Under the two-tier draw system, Dutrow was fifth-last in the selection order, and the spots left were 1 and 2 and 18 through 20. In Big Brown's only stakes race, the Florida Derby, he drew outside in a 12-horse field, exploded from the gate and wrested command by the time the field hit the first turn. Twelve isn't 20, but you get the idea.
Much will be made, between now and post time, about Big Brown trying to become the first Derby winner from the 20th post since Clyde Van Dusen in 1929, but this is a phony stat. First of all, there have been only a dozen runnings with 20 or more horses since then, and many of the horses breaking from the far outside were no-hopers like Flashy Bull, who ran 14th in 2006. Flashy Bull had only a win against maidens in nine starts prior to the Derby. The best spot in the gate, wherever that is, wouldn't have helped.
You have to go all the way back to 1974, the 100th anniversary Derby, for a running in which the post mattered. Judger had won the Blue Grass and the Florida Derby, and his trainer, Woody Stephens, could smell the roses. But Judger, who liked to run from just off the pace, drew the 22nd post in a 23-horse field and was squeezed by horses on both sides at the break. He was ahead of only two horses after six furlongs and finished eighth. Stephens cried all the way to the bank. His Cannonade, Judger's lightly regarded stablemate--but a colt who owned Churchill--won the race.
None of the putative drawbacks to Big Brown prevented Mike Battaglia, the Churchill Downs linemaker, from installing Dutrow's colt as the 3-1 favorite. By now, most of you know the litany: Three career starts, only two starts this year, no prep race since March, suspect feet, and bloodlines that don't necessarily cry out a mile and a quarter. The only concession Battaglia made after the draw was to lower Colonel John, the second choice, from 5-1 to 4-1 because of his No. 10 post, and to jack up Gayego, the Arkansas Derby winner, from 10-1 or 12-1 to 15-1 because of his No. 19 draw. I liked Colonel John before the draw, and I still like him.
In a race that was begging for a third choice, Battaglia pegged Pyro for that dubious honor, at 6-1. Pyro was 10th in his last start, the Blue Grass, and by rights ought to be double digits, but Battaglia, who had to make third choice out of someone, was forced to side with Pyro's resolute trainer, Steve Asmussen, who is not likely to be making a Polytrack endorsement anytime soon. "He accomplished a lot on dirt prior to the Blue Grass," Asmussen said. "The Blue Grass was disappointing, but now that he's back on dirt, we're hoping that he's ready to run the race of his life."

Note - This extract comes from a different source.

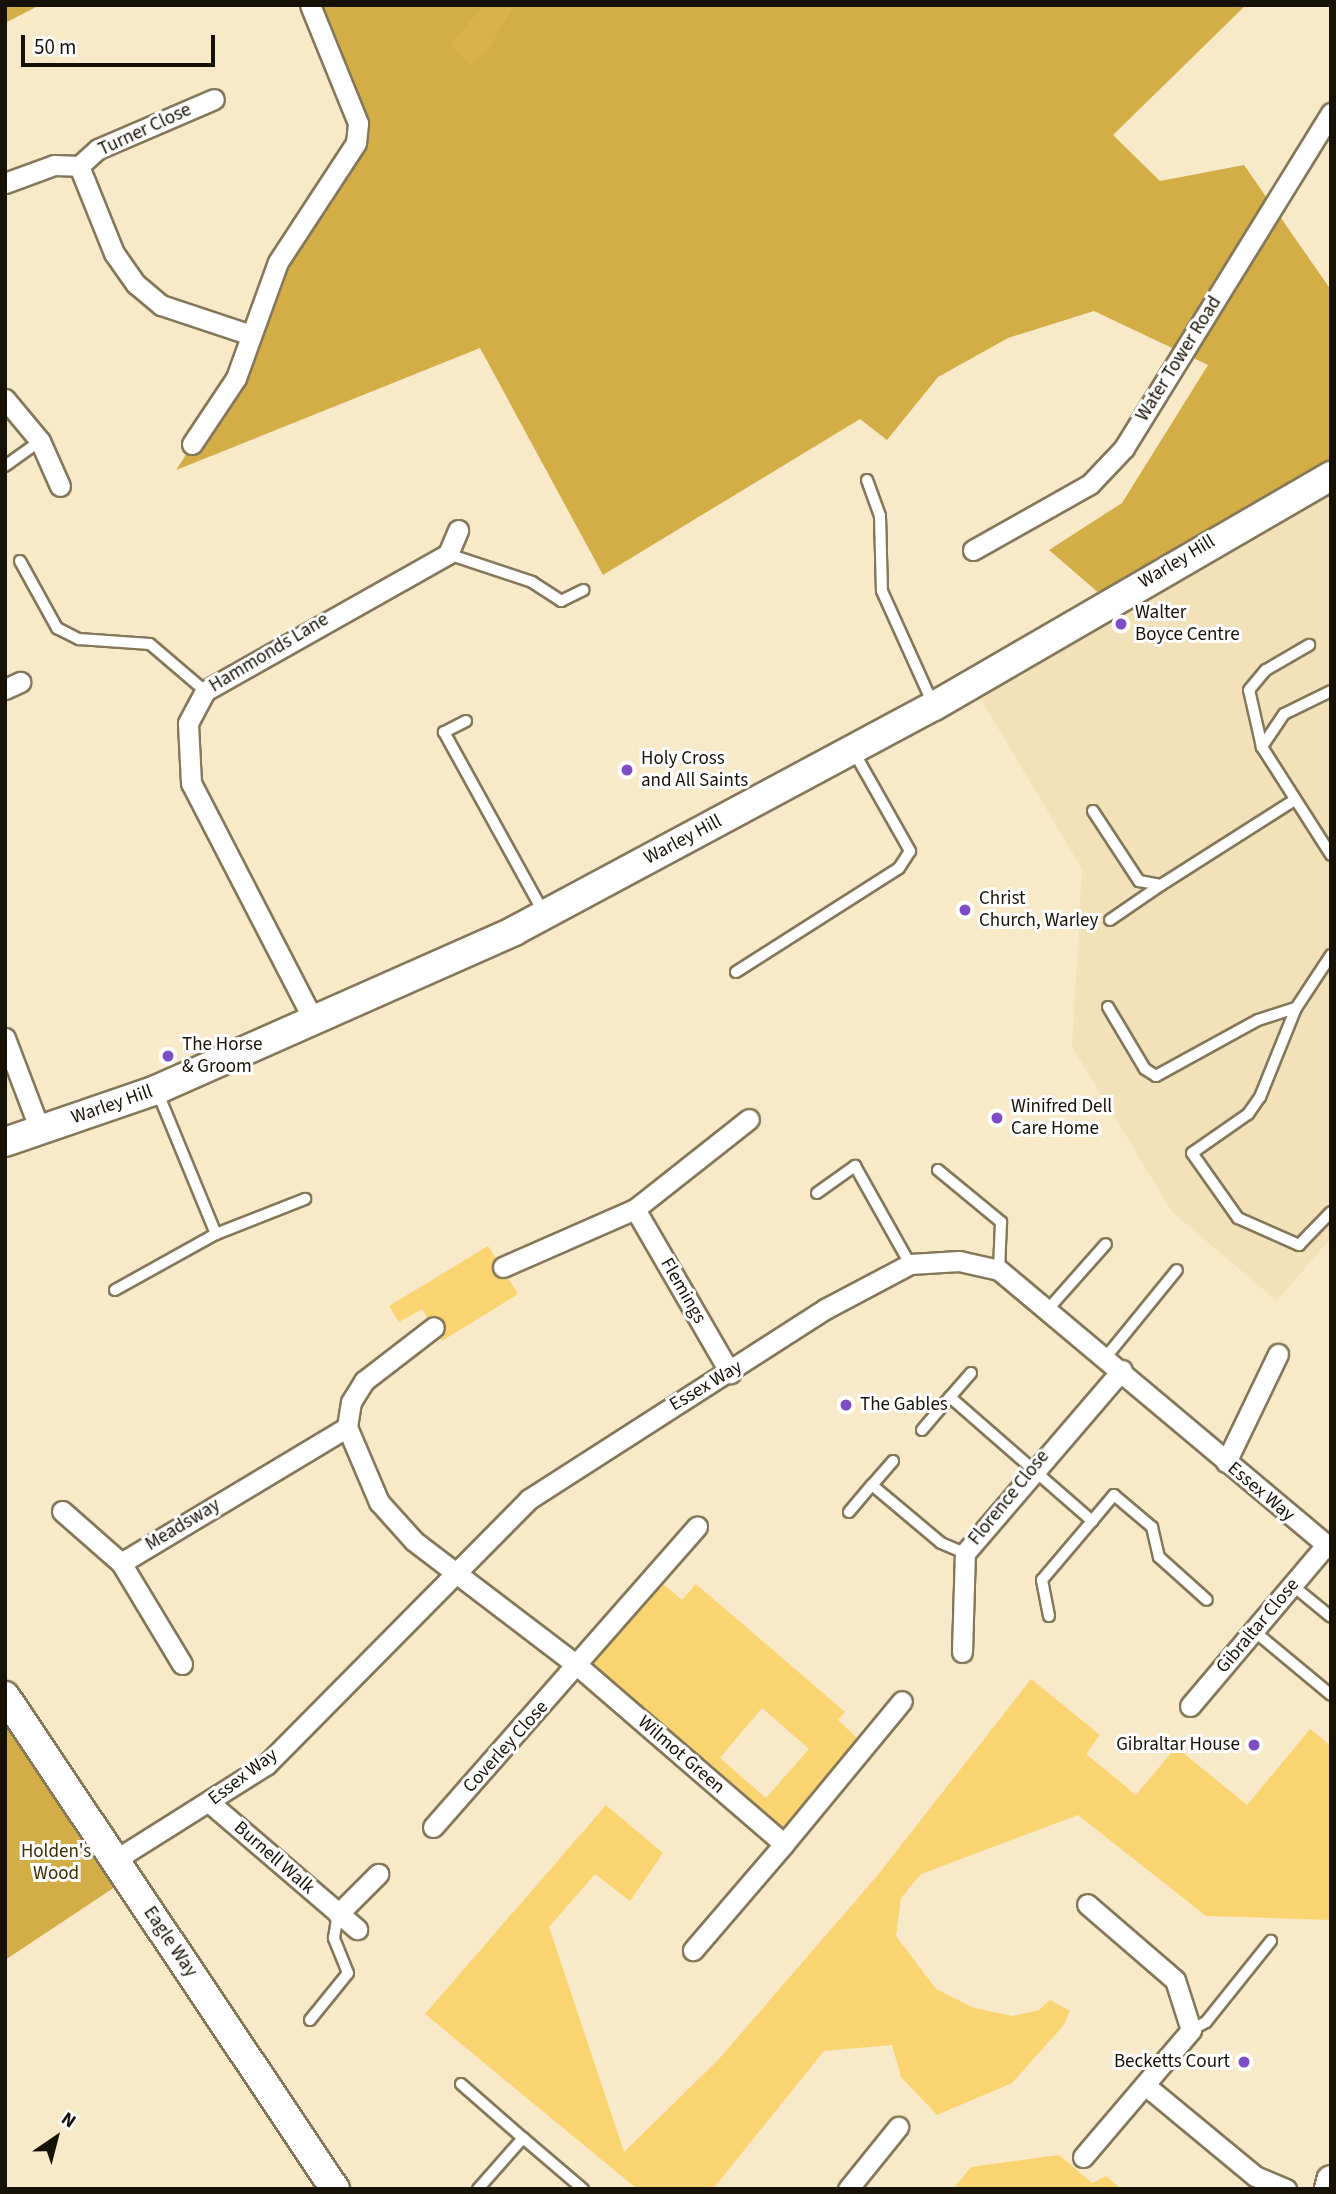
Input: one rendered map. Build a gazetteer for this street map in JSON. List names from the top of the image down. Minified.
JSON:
{"streets":{"main road":["Warley Hill","Eagle Way"],"street":["Turner Close","Water Tower Road","Hammonds Lane","Flemings","Essex Way","Florence Close","Meadsway","Gibraltar Close","Coverley Close","Wilmot Green","Burnell Walk"]},"crossings":[["Warley Hill","Hammonds Lane"],["Flemings","Essex Way"],["Essex Way","Florence Close"],["Essex Way","Gibraltar Close"],["Essex Way","Wilmot Green"],["Essex Way","Burnell Walk"],["Essex Way","Eagle Way"],["Coverley Close","Wilmot Green"]],"parks":["Holden's Wood"],"places":["Walter Boyce Centre","Holy Cross and All Saints","Christ Church, Warley","The Horse & Groom","Winifred Dell Care Home","The Gables","Gibraltar House","Becketts Court"],"scale_bar":"50 m","north":"top right"}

After Big Brown, Colonel John and Pyro, Battaglia, in effect, treated the other 17 entrants as though they were field horses. He lumped together five of them, including the filly Eight Belles, at 15-1, and had a 20-1 grouping reserved for eight others. Only four horses are 30-1 and up. One of the 30-1s, Adriano, will likely drift down because he has been characterized as the so-called wise-guy horse. There are so many horses like Adriano in this field that there aren't enough wise guys to go around.
Written by Bill Christine
Thursday, April 24, 2008
Hooray for Hollyweird
If the rest of the Hollywood Park season plays like it did the first two days, the stewards have my sympathies. Paraphrasing Bette Davis, fasten your seatbelts, it's going to be a bumpy meet.

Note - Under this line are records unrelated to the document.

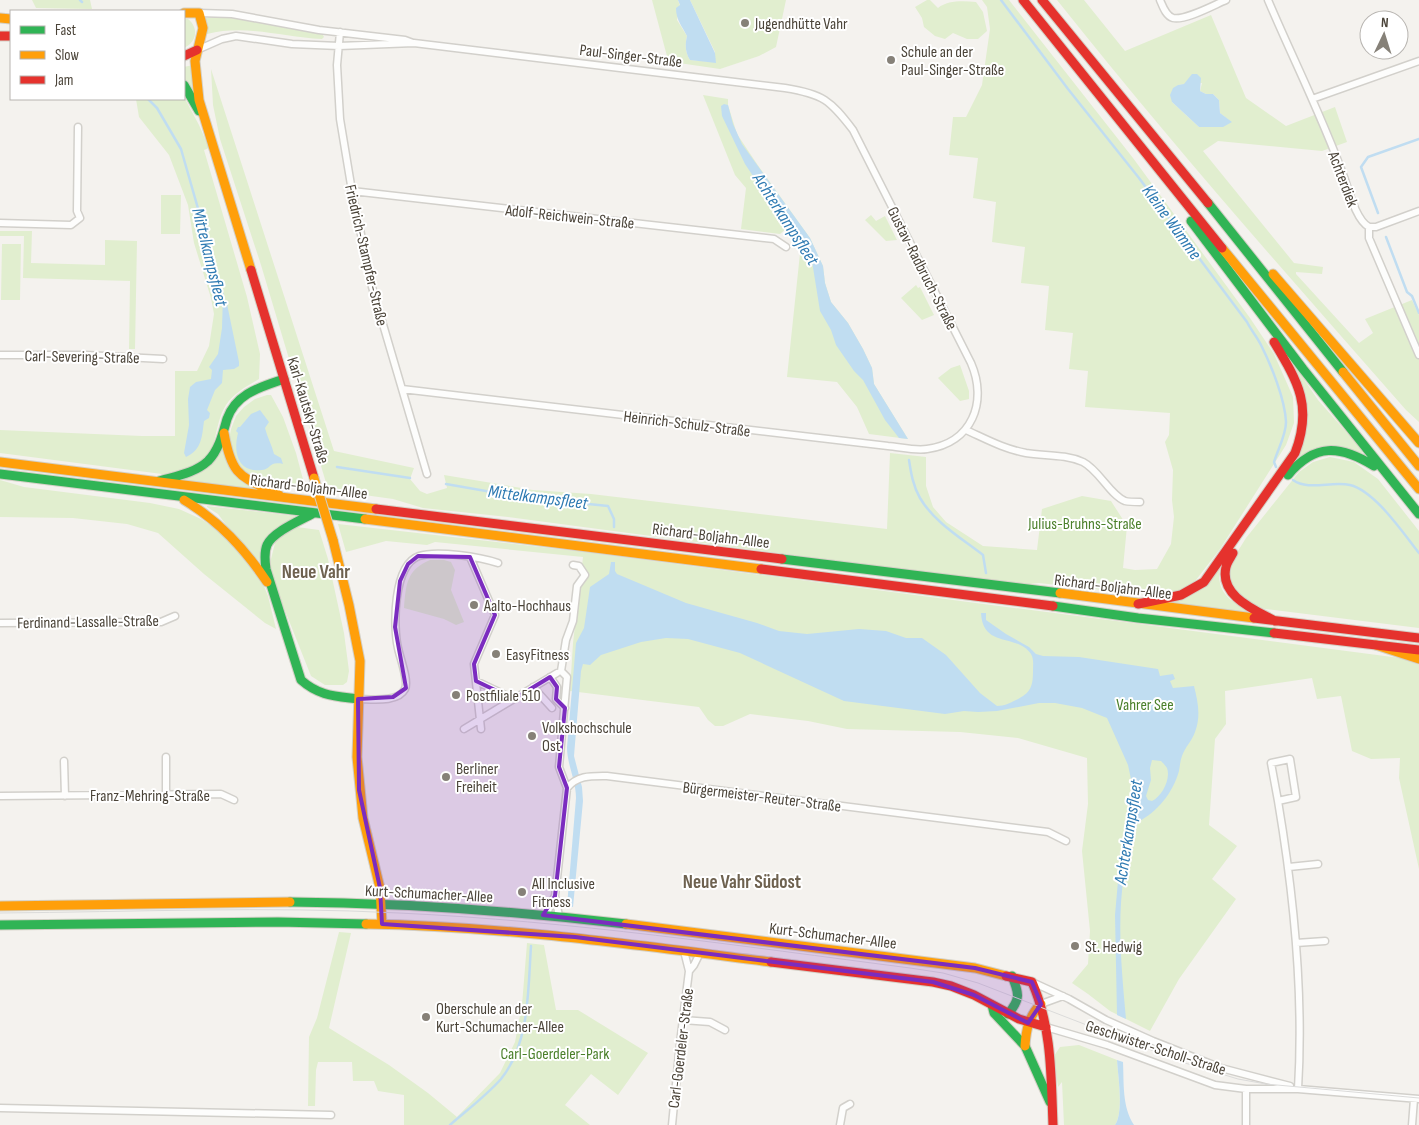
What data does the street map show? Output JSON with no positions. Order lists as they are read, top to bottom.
{
  "streets": {
    "main road": [
      "Paul-Singer-Straße",
      "Karl-Kautsky-Straße",
      "Richard-Boljahn-Allee",
      "Kurt-Schumacher-Allee",
      "Geschwister-Scholl-Straße"
    ],
    "street": [
      "Achterdiek",
      "Adolf-Reichwein-Straße",
      "Friedrich-Stampfer-Straße",
      "Gustav-Radbruch-Straße",
      "Carl-Severing-Straße",
      "Heinrich-Schulz-Straße",
      "Ferdinand-Lassalle-Straße",
      "Franz-Mehring-Straße",
      "Bürgermeister-Reuter-Straße",
      "Carl-Goerdeler-Straße"
    ]
  },
  "crossings": [
    ["Paul-Singer-Straße", "Friedrich-Stampfer-Straße"],
    ["Paul-Singer-Straße", "Gustav-Radbruch-Straße"],
    ["Paul-Singer-Straße", "Karl-Kautsky-Straße"],
    ["Adolf-Reichwein-Straße", "Friedrich-Stampfer-Straße"],
    ["Friedrich-Stampfer-Straße", "Heinrich-Schulz-Straße"],
    ["Gustav-Radbruch-Straße", "Heinrich-Schulz-Straße"],
    ["Karl-Kautsky-Straße", "Kurt-Schumacher-Allee"],
    ["Kurt-Schumacher-Allee", "Geschwister-Scholl-Straße"],
    ["Kurt-Schumacher-Allee", "Carl-Goerdeler-Straße"]
  ],
  "districts": ["Neue Vahr", "Neue Vahr Südost"],
  "water": ["Achterkampsfleet", "Kleine Wümme", "Mittelkampsfleet"],
  "parks": ["Julius-Bruhns-Straße", "Vahrer See", "Carl-Goerdeler-Park"],
  "places": [
    "Jugendhütte Vahr",
    "Schule an der Paul-Singer-Straße",
    "Aalto-Hochhaus",
    "EasyFitness",
    "Postfiliale 510",
    "Volkshochschule Ost",
    "Berliner Freiheit",
    "All Inclusive Fitness",
    "St. Hedwig",
    "Oberschule an der Kurt-Schumacher-Allee"
  ],
  "legend": ["Fast", "Slow", "Jam"],
  "north": "top"
}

This might be Hollywood's last spring-summer stand, and it began with a disqualification in the first race. Seismometer, a 2-year-old gelding running for the second time, won by a nose as the 7-5 favorite, but his number came down after he turned left leaving the gate and clobbered the two horses inside him.
Thus Jack Flash, who was not involved in the rough start, got his first win in his first start. Seismometer (a well-named son of Richter Scale) was moved down to last, which in this case was fifth place. It does not bode well for Hollywood that eight races could rouse only 67 horses.

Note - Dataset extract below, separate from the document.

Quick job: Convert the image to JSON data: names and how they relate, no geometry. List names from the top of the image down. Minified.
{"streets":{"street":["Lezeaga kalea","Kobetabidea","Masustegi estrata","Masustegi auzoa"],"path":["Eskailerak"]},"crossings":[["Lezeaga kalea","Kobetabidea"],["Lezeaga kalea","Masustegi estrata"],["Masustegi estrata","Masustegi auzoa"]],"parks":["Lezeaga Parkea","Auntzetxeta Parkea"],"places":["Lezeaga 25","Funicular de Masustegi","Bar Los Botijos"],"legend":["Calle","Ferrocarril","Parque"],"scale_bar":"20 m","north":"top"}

By the way, Seismometer, with a time of :51.45, broke the track record, such as it is, for 4 1/2 furlongs. More like it, that's the fastest time Hollywood's had for that odd distance since the track converted to the Cushion Track surface in 2006.
What to do, what to do. Russ Hudak, Hollywood Park's timer, told the Daily Racing Form's Steve Andersen that Seismometer's record will stay on the books. So you have a horse who's still a maiden holding the track record. Adam Kitchingman, who trains Seismometer, may not be that unhappy. Kitchingman was showcasing the horse, for a horses-in-training sale in May, and a track record next to his name, although it will take some explaining, is bound to be a boost.
The second day was even woollier. Bel Air Sizzle, a filly trained by Barry Abrams, was the morning-line favorite in the fifth race, a $53,000 allowance. Bel Air Sizzle was also entered in Sunday's $200,000 Melair Stakes. That's part of the Cal National Gold Rush card, 10 races worth $1.3 million for California-breds.
Abrams said later that Bel Air Sizzle was mistakenly entered for the Melair. The horse from his barn who was supposed to run was Lethal Heat, who's undefeated.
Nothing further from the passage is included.